--- Source records Enclosed Below ---
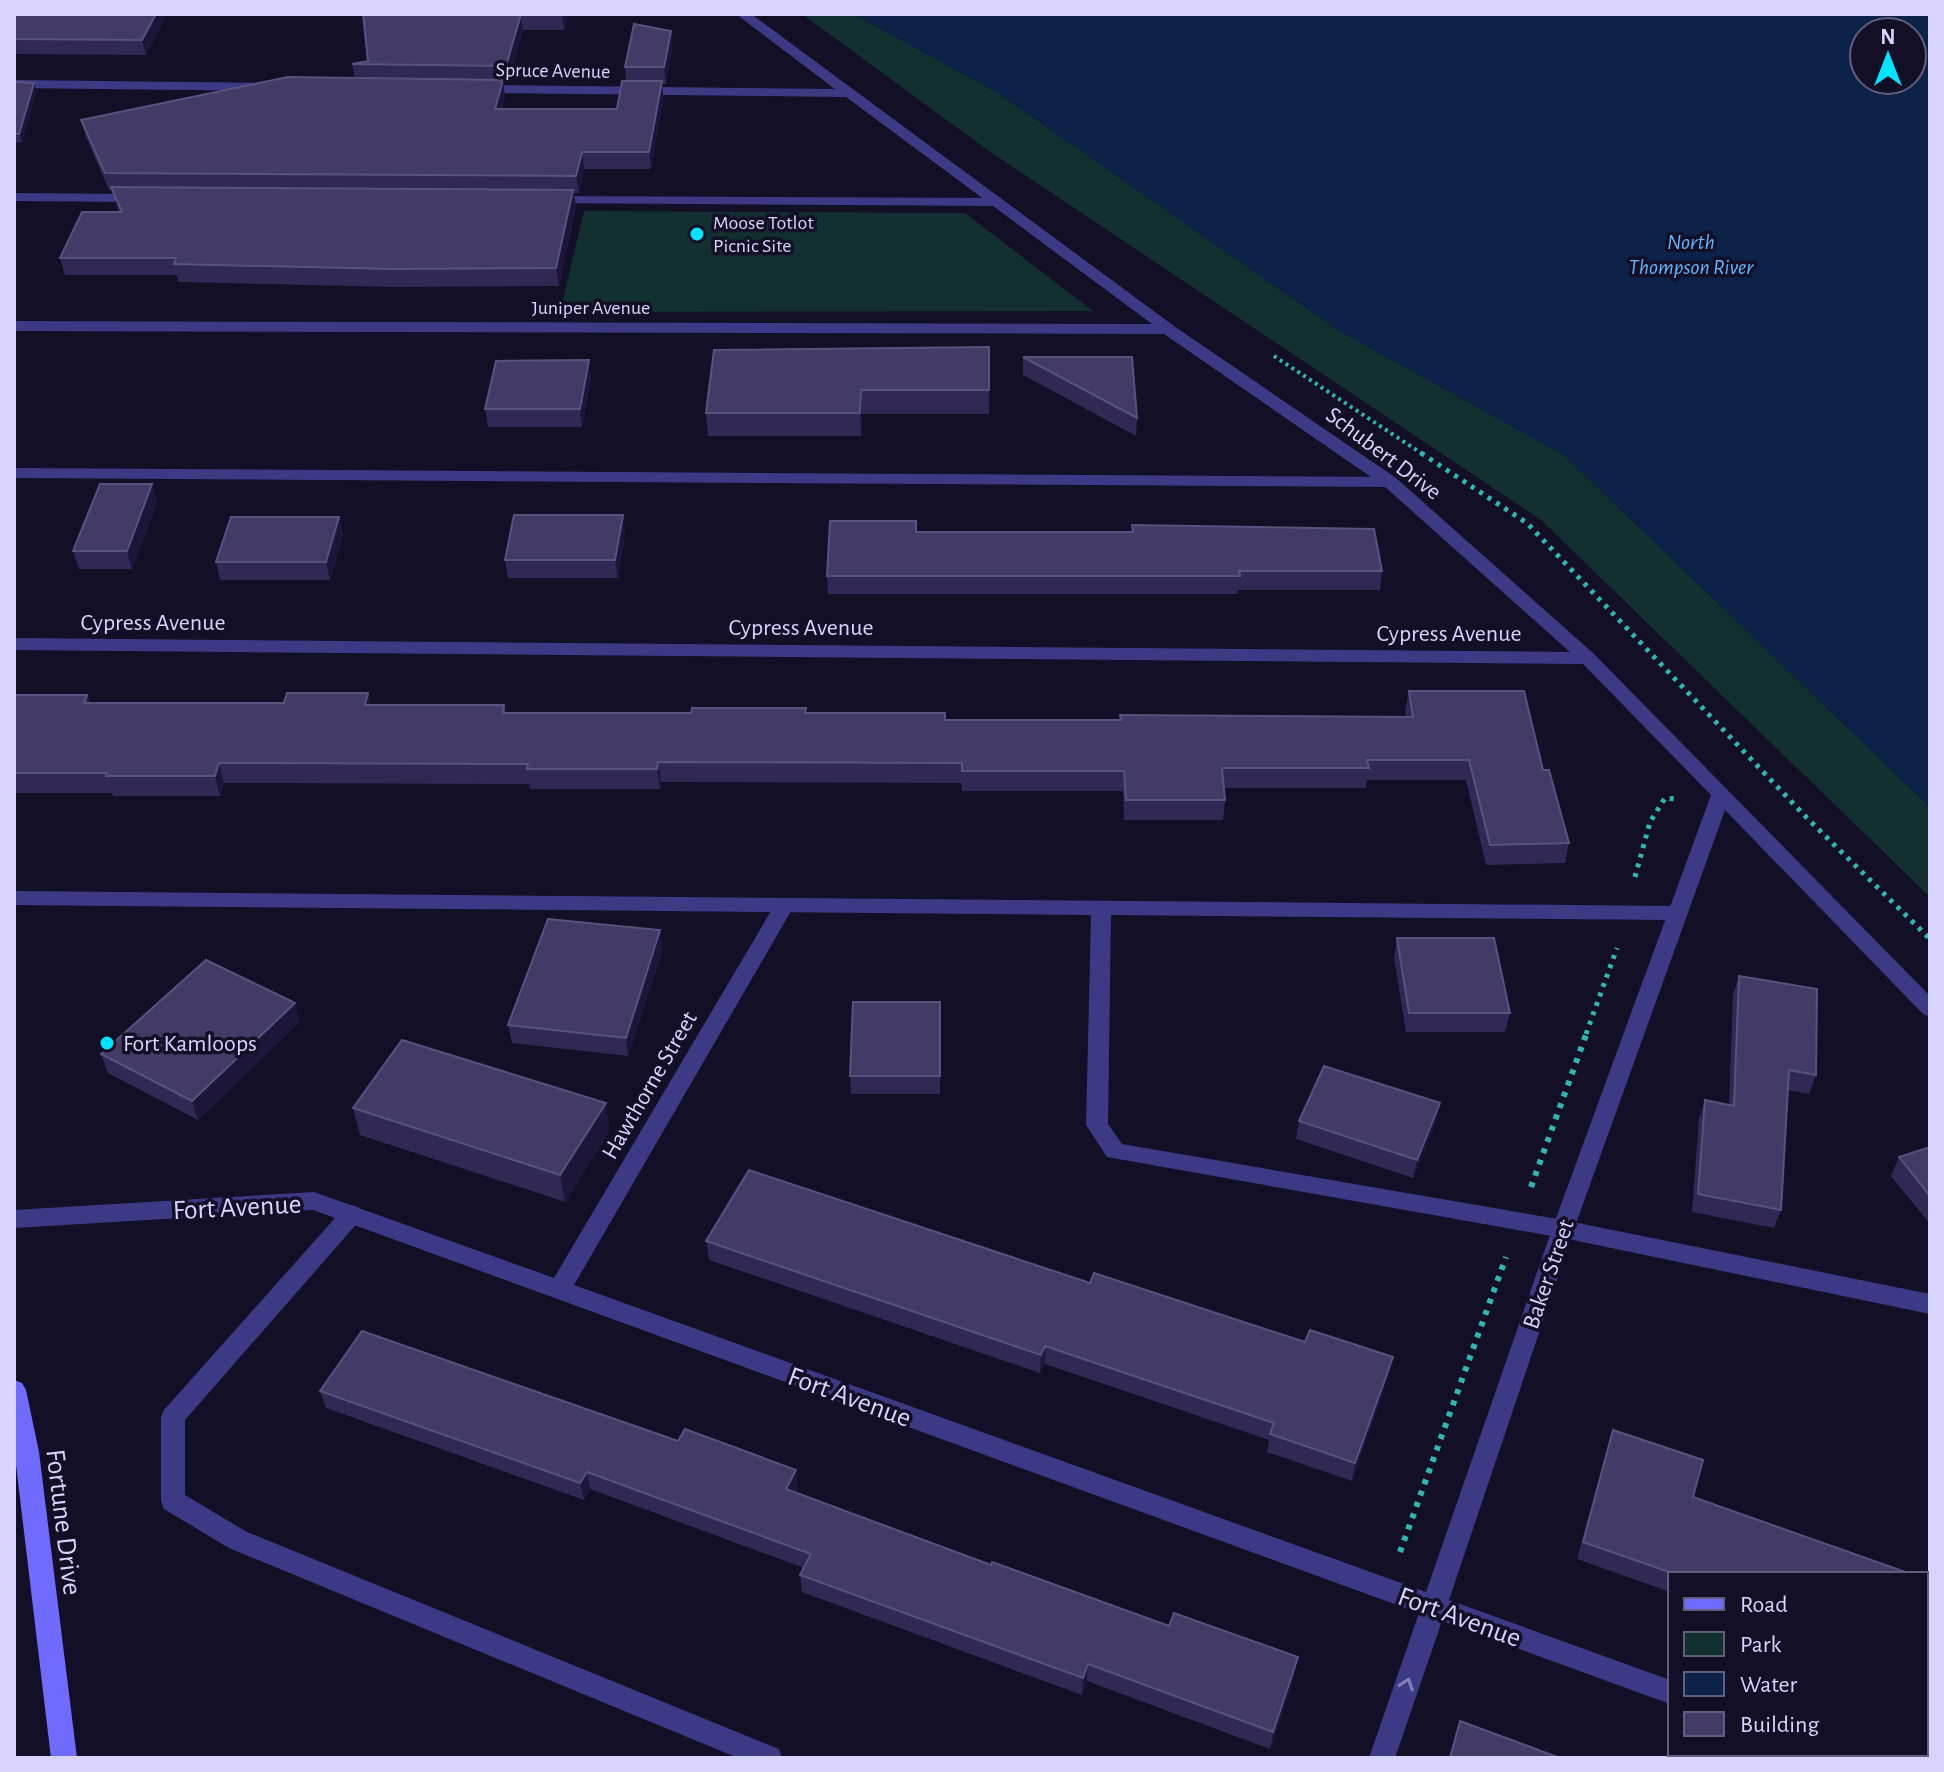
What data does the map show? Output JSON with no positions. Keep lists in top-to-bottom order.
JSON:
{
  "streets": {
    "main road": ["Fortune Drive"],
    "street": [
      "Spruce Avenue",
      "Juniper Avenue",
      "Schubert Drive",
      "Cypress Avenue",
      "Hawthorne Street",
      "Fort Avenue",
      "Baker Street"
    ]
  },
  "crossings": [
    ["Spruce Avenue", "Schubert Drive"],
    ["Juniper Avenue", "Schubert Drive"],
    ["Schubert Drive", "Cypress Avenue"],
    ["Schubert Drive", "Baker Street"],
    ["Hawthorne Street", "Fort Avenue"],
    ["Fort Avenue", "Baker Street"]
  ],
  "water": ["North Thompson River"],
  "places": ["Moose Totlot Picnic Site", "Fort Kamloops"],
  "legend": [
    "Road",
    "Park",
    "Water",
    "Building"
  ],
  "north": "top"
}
--- End of Enclosed Source records ---
What the task asks:
Which of the lines above mention the word "JSON"? Pull those lines out.

Answer box:
What data does the map show? Output JSON with no positions. Keep lists in top-to-bottom order.
JSON:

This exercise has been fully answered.